PEBC Report - Programa de Epigenética y Biología del Cáncer

SPEAKERS BIOGRAPHY AND ABSTRACT
René Bernards
René Bernards received his PhD in
1984 from the University of Leiden.
He joined the laboratory of Robert
Weinberg at the Whitehead Institute
in Cambridge, USA for his postdoctoral
training. Here, he studied the
function of both oncogenes and
tumor suppressor genes. He continued
this work when he joined the
Massachusetts General Hospital
Cancer Center as an assistant professor in 1988. In 1992 he
was appointed senior staff scientist at the Netherlands
Cancer Institute. In 1994 he was appointed part time professor
of molecular carcinogenesis at Utrecht University, The
Netherlands. In the last six years, his laboratory has focused
on the development of new tools to carry out genome-wide
genetic screens to identify novel genes that act in cancerrelevant
pathways. In July of 2003 he co-founded
“Agendia”, a genomics-based diagnostic company that
started offering the first microarray-based diagnostic test for
the clinical management of breast cancer in 2004.
He received several awards for his research, including the
Pezcoller Foundation-FECS Recognition for Contribution to
Oncology, the Ernst W. Bertner Award for Cancer Research
from the M.D. Anderson Cancer Center, the ESMO Lifetime
Achievement Award in Translational Research in Breast
Cancer and the Spinoza award from the Netherlands
Organization for Scientific Research. He is a member of the
Royal Netherlands Academy of Arts and Sciences.
Division of Molecular Carcinogenesis,
The Netherlands Cancer Institute,
Amsterdam, The Netherlands
Finding mechanisms and biomarkers
of drug resistance in cancer
Unresponsiveness to therapy is remains a significant
problem in the treatment of cancer, also with the new
classes of targeted therapeutics. In my laboratory, we use
functional genetic approached identify biomarkers that
can be used to predict responsiveness to clinically-relevant
cancer therapeutics. We focus on the clinically-relevant
targeted cancer drugs such as trastuzumab
(Herceptin), PI3K inhibitors, mTOR inhibitors, Histone
Deacetylase inhibitors and retinoic acid. These drug target
specific molecules or pathways that are often activated
in cancer. Nevertheless, it remains poorly explained
why a significant number of tumors do not respond to the
therapy. We aim to elucidate the molecular pathways that
contribute to unresponsiveness to targeted cancer therapeutics
using a functional genetic approach. This will yield
biomarkers that can be used to predict how individual
patients will respond to specific drugs. Furthermore, this
work may allow the development of drugs that act in synergy
with the established drug in the treatment of cancer.

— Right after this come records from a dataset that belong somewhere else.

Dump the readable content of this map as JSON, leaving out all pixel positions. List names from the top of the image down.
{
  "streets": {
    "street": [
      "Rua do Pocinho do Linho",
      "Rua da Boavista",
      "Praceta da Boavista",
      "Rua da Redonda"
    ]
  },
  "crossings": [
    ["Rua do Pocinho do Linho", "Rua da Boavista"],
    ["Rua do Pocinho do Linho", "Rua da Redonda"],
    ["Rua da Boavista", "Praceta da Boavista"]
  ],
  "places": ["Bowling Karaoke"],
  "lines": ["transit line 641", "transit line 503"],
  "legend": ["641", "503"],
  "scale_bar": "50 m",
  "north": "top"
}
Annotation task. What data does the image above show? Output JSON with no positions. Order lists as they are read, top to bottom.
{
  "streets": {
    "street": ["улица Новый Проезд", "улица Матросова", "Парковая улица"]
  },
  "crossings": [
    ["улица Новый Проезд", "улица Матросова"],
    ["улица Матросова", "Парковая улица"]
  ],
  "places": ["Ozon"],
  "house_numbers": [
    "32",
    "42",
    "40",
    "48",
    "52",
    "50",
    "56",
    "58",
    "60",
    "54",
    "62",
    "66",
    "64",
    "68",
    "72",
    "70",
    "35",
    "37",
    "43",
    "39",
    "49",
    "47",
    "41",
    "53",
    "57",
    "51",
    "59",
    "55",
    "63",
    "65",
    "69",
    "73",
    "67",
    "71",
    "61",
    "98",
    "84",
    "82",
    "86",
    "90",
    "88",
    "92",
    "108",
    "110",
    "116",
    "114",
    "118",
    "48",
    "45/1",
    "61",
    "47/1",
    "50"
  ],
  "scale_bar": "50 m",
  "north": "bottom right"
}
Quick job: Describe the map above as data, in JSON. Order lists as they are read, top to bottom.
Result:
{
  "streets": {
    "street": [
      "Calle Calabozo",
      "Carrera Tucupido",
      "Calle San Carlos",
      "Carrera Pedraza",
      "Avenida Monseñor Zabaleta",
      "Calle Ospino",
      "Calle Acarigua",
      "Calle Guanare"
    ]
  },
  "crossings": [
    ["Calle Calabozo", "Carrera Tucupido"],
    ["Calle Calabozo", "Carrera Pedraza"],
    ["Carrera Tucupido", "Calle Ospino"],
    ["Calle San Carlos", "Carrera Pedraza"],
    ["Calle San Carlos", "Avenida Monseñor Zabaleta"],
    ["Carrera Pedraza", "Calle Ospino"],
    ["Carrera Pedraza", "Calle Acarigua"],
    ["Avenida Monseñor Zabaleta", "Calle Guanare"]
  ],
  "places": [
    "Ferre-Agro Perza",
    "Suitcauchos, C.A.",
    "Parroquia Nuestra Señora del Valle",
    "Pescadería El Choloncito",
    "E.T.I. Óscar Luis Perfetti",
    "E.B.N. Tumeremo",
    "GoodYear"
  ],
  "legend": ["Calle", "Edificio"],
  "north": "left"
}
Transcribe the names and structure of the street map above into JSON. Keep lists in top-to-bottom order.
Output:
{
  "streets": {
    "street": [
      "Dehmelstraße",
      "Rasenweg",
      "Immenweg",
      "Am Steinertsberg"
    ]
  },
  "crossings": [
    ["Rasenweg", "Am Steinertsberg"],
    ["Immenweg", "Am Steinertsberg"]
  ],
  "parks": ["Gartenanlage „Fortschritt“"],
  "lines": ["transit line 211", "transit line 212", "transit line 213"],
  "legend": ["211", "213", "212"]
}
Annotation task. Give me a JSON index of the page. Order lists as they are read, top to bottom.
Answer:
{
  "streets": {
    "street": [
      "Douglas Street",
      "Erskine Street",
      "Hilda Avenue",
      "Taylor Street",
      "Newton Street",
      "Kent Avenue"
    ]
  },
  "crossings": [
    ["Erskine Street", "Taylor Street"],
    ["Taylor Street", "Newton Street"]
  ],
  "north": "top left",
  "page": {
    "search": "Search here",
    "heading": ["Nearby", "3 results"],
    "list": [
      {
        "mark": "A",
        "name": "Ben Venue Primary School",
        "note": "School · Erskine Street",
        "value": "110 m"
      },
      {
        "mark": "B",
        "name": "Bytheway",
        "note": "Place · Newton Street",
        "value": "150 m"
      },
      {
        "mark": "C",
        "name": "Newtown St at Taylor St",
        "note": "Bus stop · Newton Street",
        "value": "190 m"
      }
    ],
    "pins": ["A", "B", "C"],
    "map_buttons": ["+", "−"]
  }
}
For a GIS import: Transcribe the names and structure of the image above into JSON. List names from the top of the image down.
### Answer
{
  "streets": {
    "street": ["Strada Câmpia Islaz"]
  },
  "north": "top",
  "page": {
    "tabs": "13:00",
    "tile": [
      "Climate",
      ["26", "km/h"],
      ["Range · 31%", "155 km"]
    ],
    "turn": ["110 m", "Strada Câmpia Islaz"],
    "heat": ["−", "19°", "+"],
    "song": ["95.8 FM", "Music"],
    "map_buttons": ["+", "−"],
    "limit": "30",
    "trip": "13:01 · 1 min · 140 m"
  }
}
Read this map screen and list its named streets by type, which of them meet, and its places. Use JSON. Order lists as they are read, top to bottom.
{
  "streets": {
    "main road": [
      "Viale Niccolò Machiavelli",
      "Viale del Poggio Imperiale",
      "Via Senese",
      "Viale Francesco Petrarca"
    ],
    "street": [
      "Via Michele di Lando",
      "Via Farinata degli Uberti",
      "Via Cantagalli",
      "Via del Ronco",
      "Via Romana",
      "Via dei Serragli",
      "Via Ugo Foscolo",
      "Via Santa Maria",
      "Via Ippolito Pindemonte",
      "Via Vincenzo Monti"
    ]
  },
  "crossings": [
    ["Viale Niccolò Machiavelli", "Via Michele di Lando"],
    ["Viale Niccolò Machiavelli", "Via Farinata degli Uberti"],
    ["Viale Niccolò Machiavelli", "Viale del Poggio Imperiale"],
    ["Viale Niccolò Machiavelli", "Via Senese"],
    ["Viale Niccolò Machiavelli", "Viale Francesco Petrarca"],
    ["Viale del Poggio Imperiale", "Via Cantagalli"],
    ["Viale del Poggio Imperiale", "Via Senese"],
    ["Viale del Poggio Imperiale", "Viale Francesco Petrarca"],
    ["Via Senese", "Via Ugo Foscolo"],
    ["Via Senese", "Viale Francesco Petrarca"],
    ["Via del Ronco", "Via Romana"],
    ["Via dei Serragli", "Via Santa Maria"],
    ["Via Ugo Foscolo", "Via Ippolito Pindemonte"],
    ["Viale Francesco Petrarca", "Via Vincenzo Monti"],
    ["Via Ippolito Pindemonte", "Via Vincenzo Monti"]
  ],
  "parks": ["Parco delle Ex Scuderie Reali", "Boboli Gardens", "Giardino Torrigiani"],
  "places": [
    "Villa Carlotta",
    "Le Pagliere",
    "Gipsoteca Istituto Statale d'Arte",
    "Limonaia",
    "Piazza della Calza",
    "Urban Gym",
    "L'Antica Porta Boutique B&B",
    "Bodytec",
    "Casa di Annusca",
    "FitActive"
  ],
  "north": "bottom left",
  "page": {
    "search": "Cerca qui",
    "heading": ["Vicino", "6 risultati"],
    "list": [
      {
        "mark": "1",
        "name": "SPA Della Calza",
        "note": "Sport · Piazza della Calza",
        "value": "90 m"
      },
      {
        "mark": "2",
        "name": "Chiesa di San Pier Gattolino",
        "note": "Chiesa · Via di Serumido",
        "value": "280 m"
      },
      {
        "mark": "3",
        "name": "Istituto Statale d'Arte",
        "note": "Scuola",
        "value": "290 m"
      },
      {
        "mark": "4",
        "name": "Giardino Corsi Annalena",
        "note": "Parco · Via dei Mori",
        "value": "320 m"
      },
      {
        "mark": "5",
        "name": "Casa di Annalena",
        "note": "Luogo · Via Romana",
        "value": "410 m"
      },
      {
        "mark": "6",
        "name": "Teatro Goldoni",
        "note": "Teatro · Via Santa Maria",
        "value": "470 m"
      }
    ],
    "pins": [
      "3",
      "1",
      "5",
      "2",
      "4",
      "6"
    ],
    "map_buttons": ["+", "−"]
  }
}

To identify biomarkers that control tumor cell responsiveness
to cancer therapeutics, we use both genome-wide
gain-of-function genetic screens (with cDNA expression
libraries) and genome wide loss-of-function genetic
screens (with RNA interference libraries) in cancer cells
that are sensitive to the drug-of-interest. We search for
genes whose over-expression or whose down-regulation
in cultured cancer cells confers resistance to the drug-ofinterest.
Once we have identified such genes, we ask if
their expression is correlated with clinical resistance to the
drug-of-interest using tumor samples of cancer patients
treated with the drug in question, whose response to therapy
is documented. Examples of loss-of-function genetic
screens to identify mechanisms of resistance to different
cancer drugs will be presented.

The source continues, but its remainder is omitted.